═══ The data

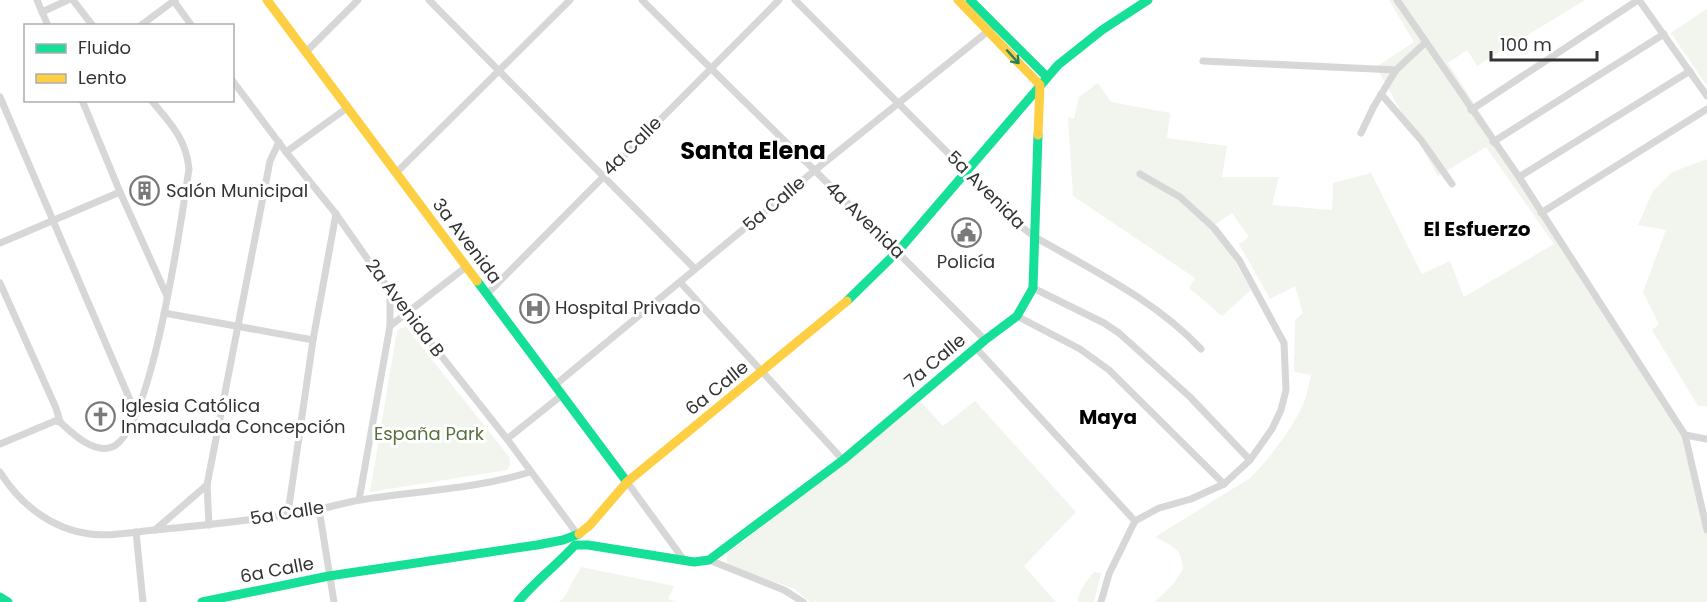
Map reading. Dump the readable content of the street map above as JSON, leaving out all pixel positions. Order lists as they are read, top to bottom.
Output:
{
  "streets": {
    "street": [
      "4a Calle",
      "5a Avenida",
      "5a Calle",
      "4a Avenida",
      "3a Avenida",
      "2a Avenida B",
      "7a Calle",
      "6a Calle"
    ]
  },
  "crossings": [
    ["4a Calle", "4a Avenida"],
    ["4a Calle", "3a Avenida"],
    ["5a Avenida", "5a Calle"],
    ["5a Avenida", "7a Calle"],
    ["5a Avenida", "6a Calle"],
    ["5a Calle", "4a Avenida"],
    ["5a Calle", "3a Avenida"],
    ["5a Calle", "2a Avenida B"],
    ["4a Avenida", "7a Calle"],
    ["4a Avenida", "6a Calle"],
    ["3a Avenida", "6a Calle"],
    ["2a Avenida B", "6a Calle"],
    ["7a Calle", "6a Calle"]
  ],
  "districts": ["Santa Elena", "El Esfuerzo", "Maya"],
  "parks": ["España Park"],
  "places": {
    "building": ["Salón Municipal"],
    "public building": ["Policía"],
    "hospital": ["Hospital Privado"],
    "church": ["Iglesia Católica Inmaculada Concepción"]
  },
  "legend": ["Fluido", "Lento"],
  "scale_bar": "100 m"
}
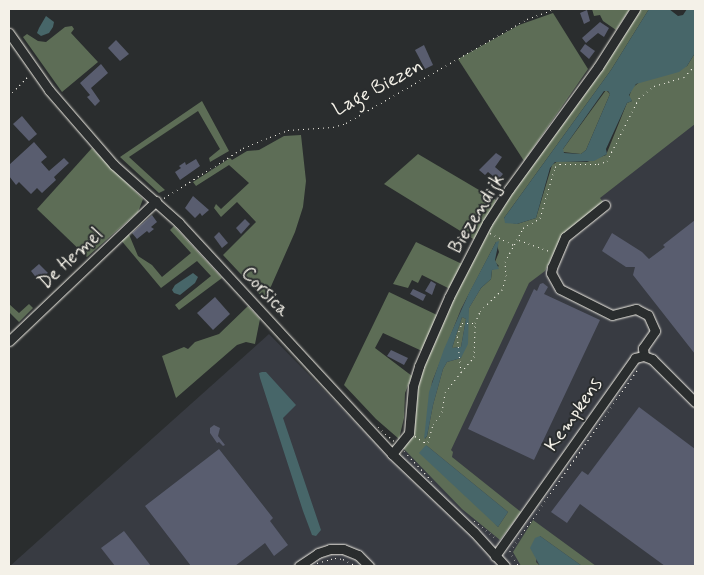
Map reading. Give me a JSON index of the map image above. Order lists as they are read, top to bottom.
{
  "streets": {
    "street": [
      "Biezendijk",
      "De Hemel",
      "Corsica",
      "Kempkens"
    ],
    "path": ["Lage Biezen"]
  },
  "crossings": [
    ["Lage Biezen", "De Hemel"],
    ["Lage Biezen", "Corsica"],
    ["Biezendijk", "Corsica"],
    ["De Hemel", "Corsica"],
    ["Corsica", "Kempkens"]
  ]
}
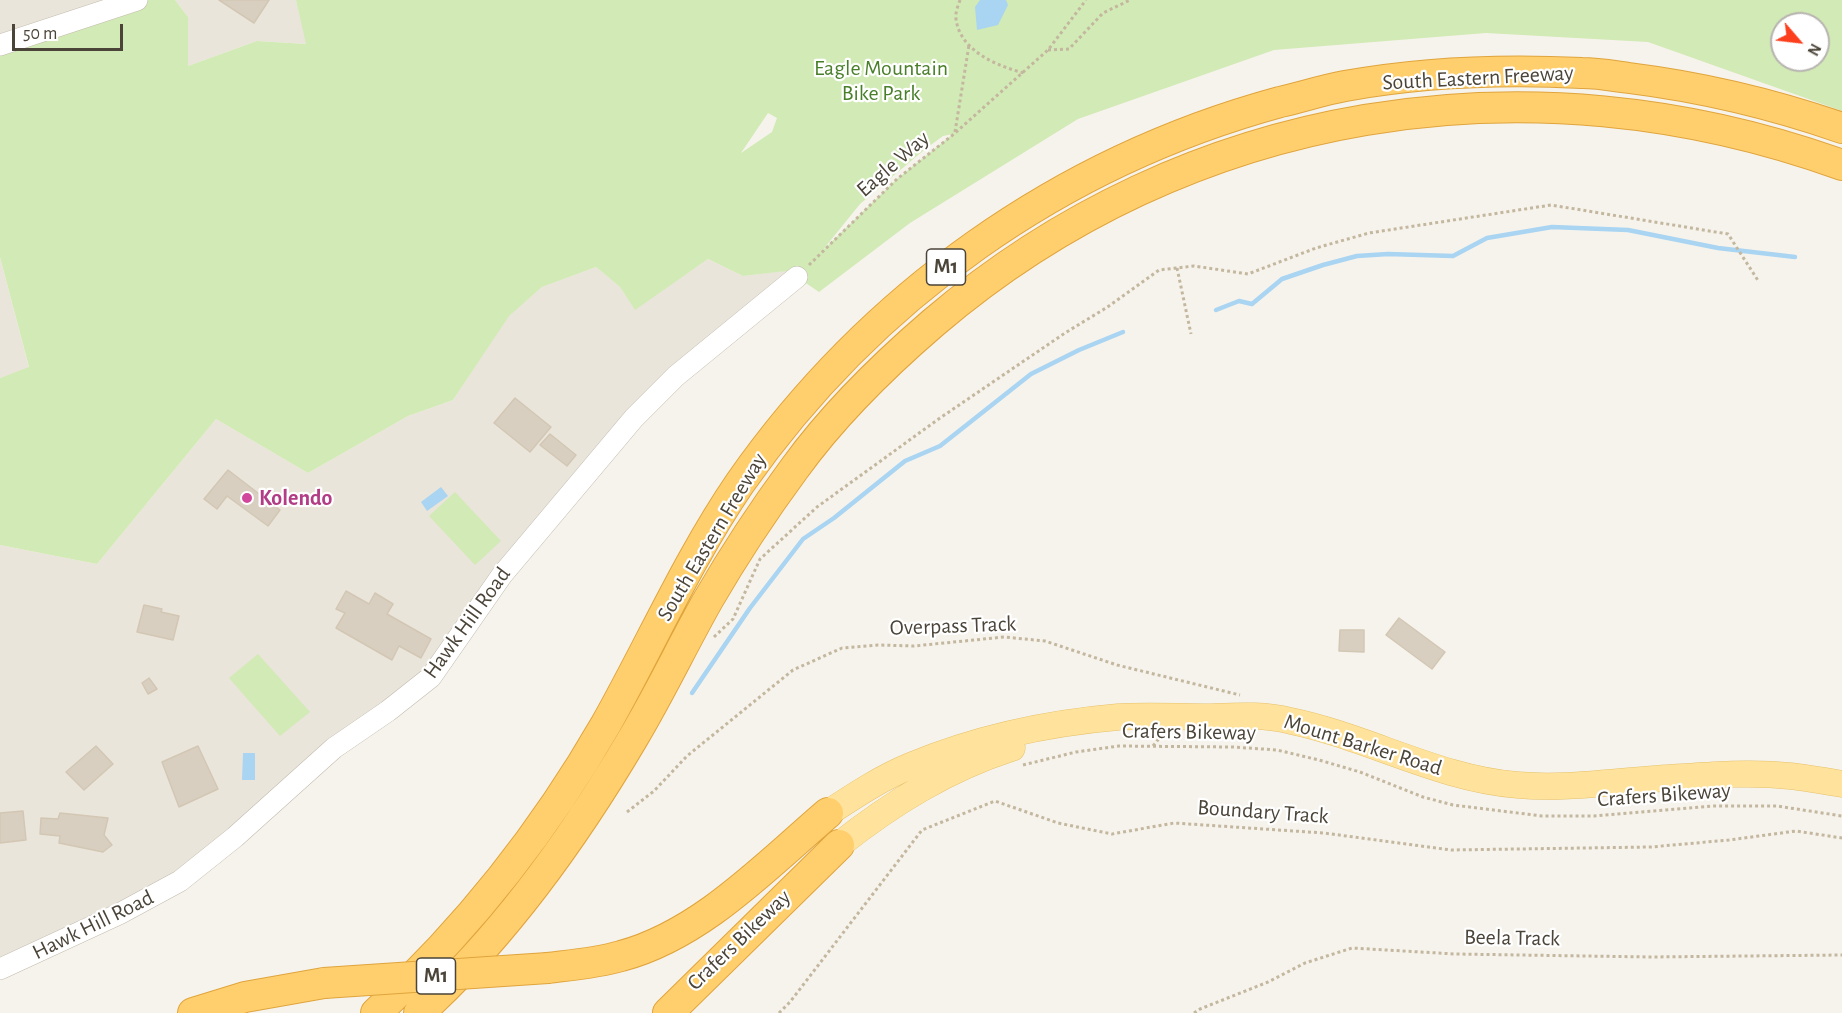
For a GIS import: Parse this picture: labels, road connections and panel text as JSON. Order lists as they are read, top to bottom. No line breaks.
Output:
{"streets":{"highway":["South Eastern Freeway","M1"],"main road":["Mount Barker Road"],"street":["Hawk Hill Road"],"path":["Eagle Way","Overpass Track","Crafers Bikeway","Boundary Track","Beela Track"]},"crossings":[["Eagle Way","Hawk Hill Road"],["M1","Mount Barker Road"]],"parks":["Eagle Mountain Bike Park"],"places":["Kolendo"],"scale_bar":"50 m","north":"bottom right"}
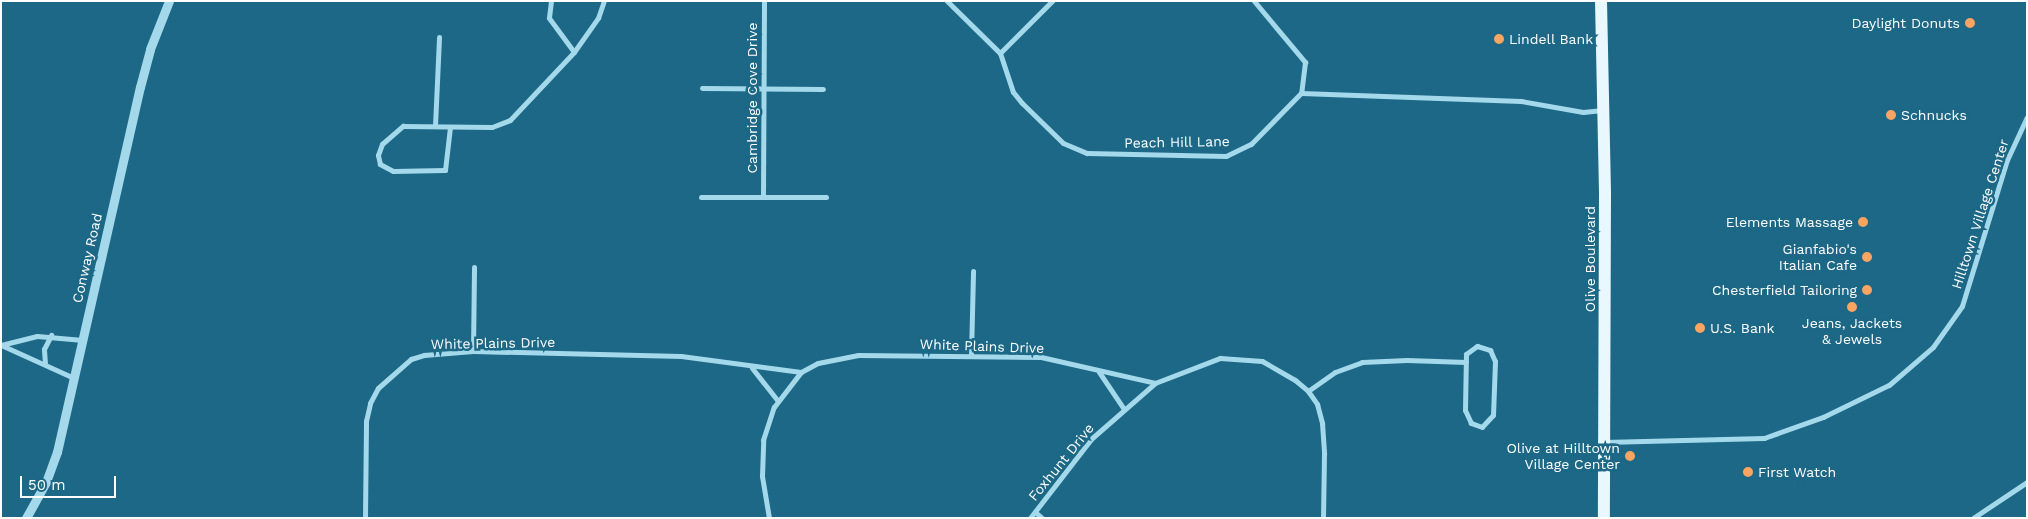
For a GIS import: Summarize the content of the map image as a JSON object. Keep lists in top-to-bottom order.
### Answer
{
  "streets": {
    "main road": ["Olive Boulevard"],
    "street": [
      "Cambridge Cove Drive",
      "Peach Hill Lane",
      "Hilltown Village Center",
      "Conway Road",
      "White Plains Drive",
      "Foxhunt Drive"
    ]
  },
  "crossings": [
    ["Hilltown Village Center", "Olive Boulevard"],
    ["White Plains Drive", "Foxhunt Drive"]
  ],
  "places": [
    "Daylight Donuts",
    "Lindell Bank",
    "Schnucks",
    "Elements Massage",
    "Gianfabio's Italian Cafe",
    "Chesterfield Tailoring",
    "Jeans, Jackets & Jewels",
    "U.S. Bank",
    "Olive at Hilltown Village Center",
    "First Watch"
  ],
  "scale_bar": "50 m"
}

══════

▶ [What you should do]
Look through the material above for the string "import" and copy each line that has it.

▶ [Exercise answer]
For a GIS import: Parse this picture: labels, road connections and panel text as JSON. Order lists as they are read, top to bottom. No line breaks.
For a GIS import: Summarize the content of the map image as a JSON object. Keep lists in top-to-bottom order.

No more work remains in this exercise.